Daily Dragon: So, I am here with—now first off this came up in conversation with Eugie Foster and myself—how do you pronounce your first name?
Alethea Kontis: Ah-LEE-thee-uh.
DD: So, for the record, Eugie was right.
AK: Yes, and anyone who watches Kung Fu is correct because Jodie Foster played a little girl named “Alethea” Ingram in the third episode of Kung Fu, and that is where I get my name.
DD: That‘s fantastic.
AK: True geek. To the core.
DD: How did that come about?
AK: My mother married a Greek man, and she loved the name. In the episode they explained that Alethea means “truth,” and she’s a young girl who is in a certain situation and is actually debating telling the truth about something she saw. It’s very important, a theme of the show. My mother thought that was a beautiful theme and a beautiful name, so [she] went with it.
DD: Speaking of children: Alpha Oops. You’ve done two of them now.
AK: Yes. H is for Halloween just came out. We’re very excited. Alpha Oops: H is for Halloween.
DD: Yes, they’re about the letters getting mixed up. Can you please explain it for people who aren’t familiar with it?
AK: [The letter] Z is just tired. He ‘s last all the time. And anyone who’s name is a letter XYZ appreciates that one day Z just stands up for himself, makes picket signs, breaks into the front, and says “Wait, we’re doing something different.” Then all the letters in the middle go “Ho…‘cause if we go backwards we’re still stuck in the middle, so we want to do something different, too!” So, it’s just chaos, and it becomes just children and chaos. And it goes into asking permission and moving along and taking turns.
DD: I assume it’s doing well because you have another one that just came out.
AK: H is for Halloween, I wanted to dedicate it to Dragon*Con. Honestly, it‘s my love for the stage and costumes, and where better to celebrate both than at Dragon*Con? But I had a math teacher pass away right before the book went to publication. He taught me two years of Calculus, and the entire school just loved this man. He’s a legend. I dedicated the book to him because great teachers are hard to find. [The book] was a fluke, and the second one was an even lovelier fluke, and if a goblin and the creek don’t rise…

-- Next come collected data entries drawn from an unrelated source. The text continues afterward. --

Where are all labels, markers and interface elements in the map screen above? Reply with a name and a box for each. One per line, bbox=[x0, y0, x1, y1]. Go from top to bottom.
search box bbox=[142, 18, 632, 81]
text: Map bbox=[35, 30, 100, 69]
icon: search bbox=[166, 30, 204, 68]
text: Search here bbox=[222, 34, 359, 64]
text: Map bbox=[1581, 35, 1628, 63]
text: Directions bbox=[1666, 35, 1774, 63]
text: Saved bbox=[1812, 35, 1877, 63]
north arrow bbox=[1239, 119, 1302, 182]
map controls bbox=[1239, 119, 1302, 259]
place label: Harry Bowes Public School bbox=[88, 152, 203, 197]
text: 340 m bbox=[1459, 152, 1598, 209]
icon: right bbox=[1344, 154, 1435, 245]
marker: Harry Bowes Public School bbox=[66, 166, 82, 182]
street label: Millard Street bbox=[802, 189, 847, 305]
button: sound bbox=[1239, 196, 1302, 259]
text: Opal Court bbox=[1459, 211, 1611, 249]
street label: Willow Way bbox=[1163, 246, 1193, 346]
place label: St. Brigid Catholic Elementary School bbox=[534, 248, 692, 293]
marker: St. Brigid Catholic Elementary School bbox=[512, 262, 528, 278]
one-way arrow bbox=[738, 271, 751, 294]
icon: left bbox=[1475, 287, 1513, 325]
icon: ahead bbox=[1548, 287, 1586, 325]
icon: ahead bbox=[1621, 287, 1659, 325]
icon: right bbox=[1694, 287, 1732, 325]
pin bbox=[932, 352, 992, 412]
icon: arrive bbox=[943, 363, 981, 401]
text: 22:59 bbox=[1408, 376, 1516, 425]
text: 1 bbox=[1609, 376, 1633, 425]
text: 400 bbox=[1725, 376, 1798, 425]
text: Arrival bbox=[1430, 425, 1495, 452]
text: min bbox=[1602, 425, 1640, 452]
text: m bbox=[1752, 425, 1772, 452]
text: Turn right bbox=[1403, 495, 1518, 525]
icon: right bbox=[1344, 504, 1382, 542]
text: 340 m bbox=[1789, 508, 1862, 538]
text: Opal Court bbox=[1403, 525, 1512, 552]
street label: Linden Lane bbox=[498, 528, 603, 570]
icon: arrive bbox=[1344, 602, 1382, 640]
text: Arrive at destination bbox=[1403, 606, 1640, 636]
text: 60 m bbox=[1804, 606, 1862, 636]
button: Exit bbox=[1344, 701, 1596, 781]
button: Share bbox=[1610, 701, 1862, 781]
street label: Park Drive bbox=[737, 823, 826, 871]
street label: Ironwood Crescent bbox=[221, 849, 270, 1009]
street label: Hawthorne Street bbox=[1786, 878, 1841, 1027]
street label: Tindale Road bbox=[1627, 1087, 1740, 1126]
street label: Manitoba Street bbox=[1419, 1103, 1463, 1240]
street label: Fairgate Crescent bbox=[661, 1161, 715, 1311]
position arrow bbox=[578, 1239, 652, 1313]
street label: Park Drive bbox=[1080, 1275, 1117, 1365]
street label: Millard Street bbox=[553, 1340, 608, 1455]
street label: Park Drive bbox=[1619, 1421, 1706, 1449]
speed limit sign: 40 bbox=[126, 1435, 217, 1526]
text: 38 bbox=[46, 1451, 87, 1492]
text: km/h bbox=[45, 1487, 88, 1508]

DD: Is there a third book in the works?
AK: There ‘s nothing in a contract, but I’ve got some ideas.
DD: Anything you want to share about it?
AK: There is a teaser at the end of the second book.
DD: Besides writing children’s books, you’re an editor, you’ve worked for Ingrams, and you’ve written a lot of short stories.
AK: I worked. This is the problem about Dragon*Con. When you send in your bio ahead of time, you have to live a year before you show up at Dragon*Con, and you’ve moved, and you’ve had to quit your job, you’re divorced, you have four kids…
DD: Where did you move, and what are you doing now?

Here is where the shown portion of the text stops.